Group | Group1( 1mg/kg) | Group2( 1.5mg/kg) | Group3( 2mg/kg) |
Patient characteristics | N=3 | N=3 | N=3 |
Sex | |||
Male | 2 | 1 | 1 |
Femal | 1 | 2 | 2 |
Age,median(range) | 61(48-71) | 57(38-70) | 56(45-65) |
TNM Stage | |||
StageⅢ | 2 | 1 | 0 |
StageⅣ | 1 | 2 | 3 |
Pathological pattern | |||
Squamous | 3 | 1 | 0 |
Adenocarcinoma | 0 | 2 | 3 |
ECOG performance status | |||
0-1 | 2 | 0 | 1 |
1-2 | 1 | 3 | 2 |
Evaluation | |||
CR | 0 | 1 | 0 |
PR | 1 | 0 | 2 |
SD | 0 | 2 | 2 |
PD | 1 | 0 | 0 |
Table 1. Patient baseline characteristics
Treatment exposure
Nine patienls in our group, three patients was StageⅢ, and six patients was StageⅣ.The length of tumour in middle position was 3cm (2 to 6 cm). Four patients with a girth of less than one third and Five patients with a girth of one third to one half. Treatment-related AEs are shown in Table 2. The MTD was not reached at the highest dose level in this study 2mg/kg. No AEs led to death. In all groups, No infusion-related Photosensitization reaction occurred. No Bleed and Perforation occurred. As well as no toxicity of haematology with three degrees occurred. Eight patients occurred pain of esophagus. Four patients occurred condition of mild dysphagia. One patient(11.1 percent) to CR. Three patients(33.3 percent) to PR. Four patients (44.4 percent) to SD and one patient (11.1 percent) to PD.

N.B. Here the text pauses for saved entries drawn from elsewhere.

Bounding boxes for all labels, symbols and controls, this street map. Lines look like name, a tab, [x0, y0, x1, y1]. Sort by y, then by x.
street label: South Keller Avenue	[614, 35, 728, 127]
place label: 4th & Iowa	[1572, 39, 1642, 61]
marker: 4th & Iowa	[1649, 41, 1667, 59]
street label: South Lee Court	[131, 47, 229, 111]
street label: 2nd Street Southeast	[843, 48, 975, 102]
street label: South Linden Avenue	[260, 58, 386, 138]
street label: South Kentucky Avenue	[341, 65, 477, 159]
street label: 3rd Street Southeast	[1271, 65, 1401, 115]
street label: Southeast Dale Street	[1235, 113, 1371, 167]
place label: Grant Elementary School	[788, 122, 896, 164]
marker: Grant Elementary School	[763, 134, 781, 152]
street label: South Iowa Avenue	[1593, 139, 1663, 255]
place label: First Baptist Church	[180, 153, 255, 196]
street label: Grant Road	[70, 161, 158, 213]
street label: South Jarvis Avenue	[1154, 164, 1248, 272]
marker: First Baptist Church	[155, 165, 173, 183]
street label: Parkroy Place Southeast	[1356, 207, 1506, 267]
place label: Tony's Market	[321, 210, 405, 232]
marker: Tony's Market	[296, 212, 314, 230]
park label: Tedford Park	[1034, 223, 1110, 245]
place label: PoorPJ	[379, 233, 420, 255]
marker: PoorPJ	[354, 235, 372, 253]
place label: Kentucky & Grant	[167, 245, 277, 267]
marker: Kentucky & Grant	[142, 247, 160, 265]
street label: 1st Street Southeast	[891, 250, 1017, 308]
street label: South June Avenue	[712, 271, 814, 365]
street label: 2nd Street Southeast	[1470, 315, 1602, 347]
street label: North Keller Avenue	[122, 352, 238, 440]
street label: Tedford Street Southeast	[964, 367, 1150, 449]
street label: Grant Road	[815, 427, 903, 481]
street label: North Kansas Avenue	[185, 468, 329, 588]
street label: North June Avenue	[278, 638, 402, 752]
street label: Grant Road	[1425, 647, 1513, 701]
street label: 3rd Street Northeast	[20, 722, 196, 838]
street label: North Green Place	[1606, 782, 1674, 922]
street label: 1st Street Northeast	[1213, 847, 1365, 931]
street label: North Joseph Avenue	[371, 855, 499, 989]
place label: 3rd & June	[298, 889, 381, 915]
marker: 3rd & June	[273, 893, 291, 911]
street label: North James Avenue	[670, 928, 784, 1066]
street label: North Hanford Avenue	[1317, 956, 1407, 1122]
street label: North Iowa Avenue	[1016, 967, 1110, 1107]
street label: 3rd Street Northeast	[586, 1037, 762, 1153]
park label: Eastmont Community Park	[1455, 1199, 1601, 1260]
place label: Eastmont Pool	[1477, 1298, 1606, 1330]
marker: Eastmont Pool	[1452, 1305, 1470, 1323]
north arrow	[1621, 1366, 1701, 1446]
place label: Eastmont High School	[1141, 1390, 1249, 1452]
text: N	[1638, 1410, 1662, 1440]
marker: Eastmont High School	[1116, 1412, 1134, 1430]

N(%) | Group1( 1mg/kg) | Group2( 1.5mg/kg) | Group3( 2mg/kg) | |||
Any Grade | Grade 3 | Any Grade | Grade 3 | Any Grade | Grade 3 | |
Photosensitization | 0 | 0 | 0 | 0 | 0 | 0 |
Pyrexia | 0 | 0 | 1 | 0 | 1 | 0 |
Pain | 2 | 0 | 3 | 0 | 3 | 0 |
dysphagia | 1 | 0 | 1 | 0 | 2 | 0 |
Gastroparesis | 0 | 0 | 1 | 0 | 0 | 0 |
Nausea | 3 | 0 | 2 | 0 | 3 | 0 |
Vomiting | 2 | 0 | 3 | 0 | 2 | 1 |
Weight Decrease | 1 | 0 | 2 | 0 | 1 | 0 |
Bleed | 0 | 0 | 0 | 0 | 0 | 0 |
Perforation | 0 | 0 | 0 | 0 | 0 | 0 |
Table 2. Treatment-related AEs
Discussion
In recent years, Tumor treatment has entered the era of multi-disciplinary treatment model. How to effectively combind complex methods is also a hot spot in tumor field. Lower local controlling rate of digestive tract tumor as well as recurrence and distant metastasis are urgent clinical problems to be solved.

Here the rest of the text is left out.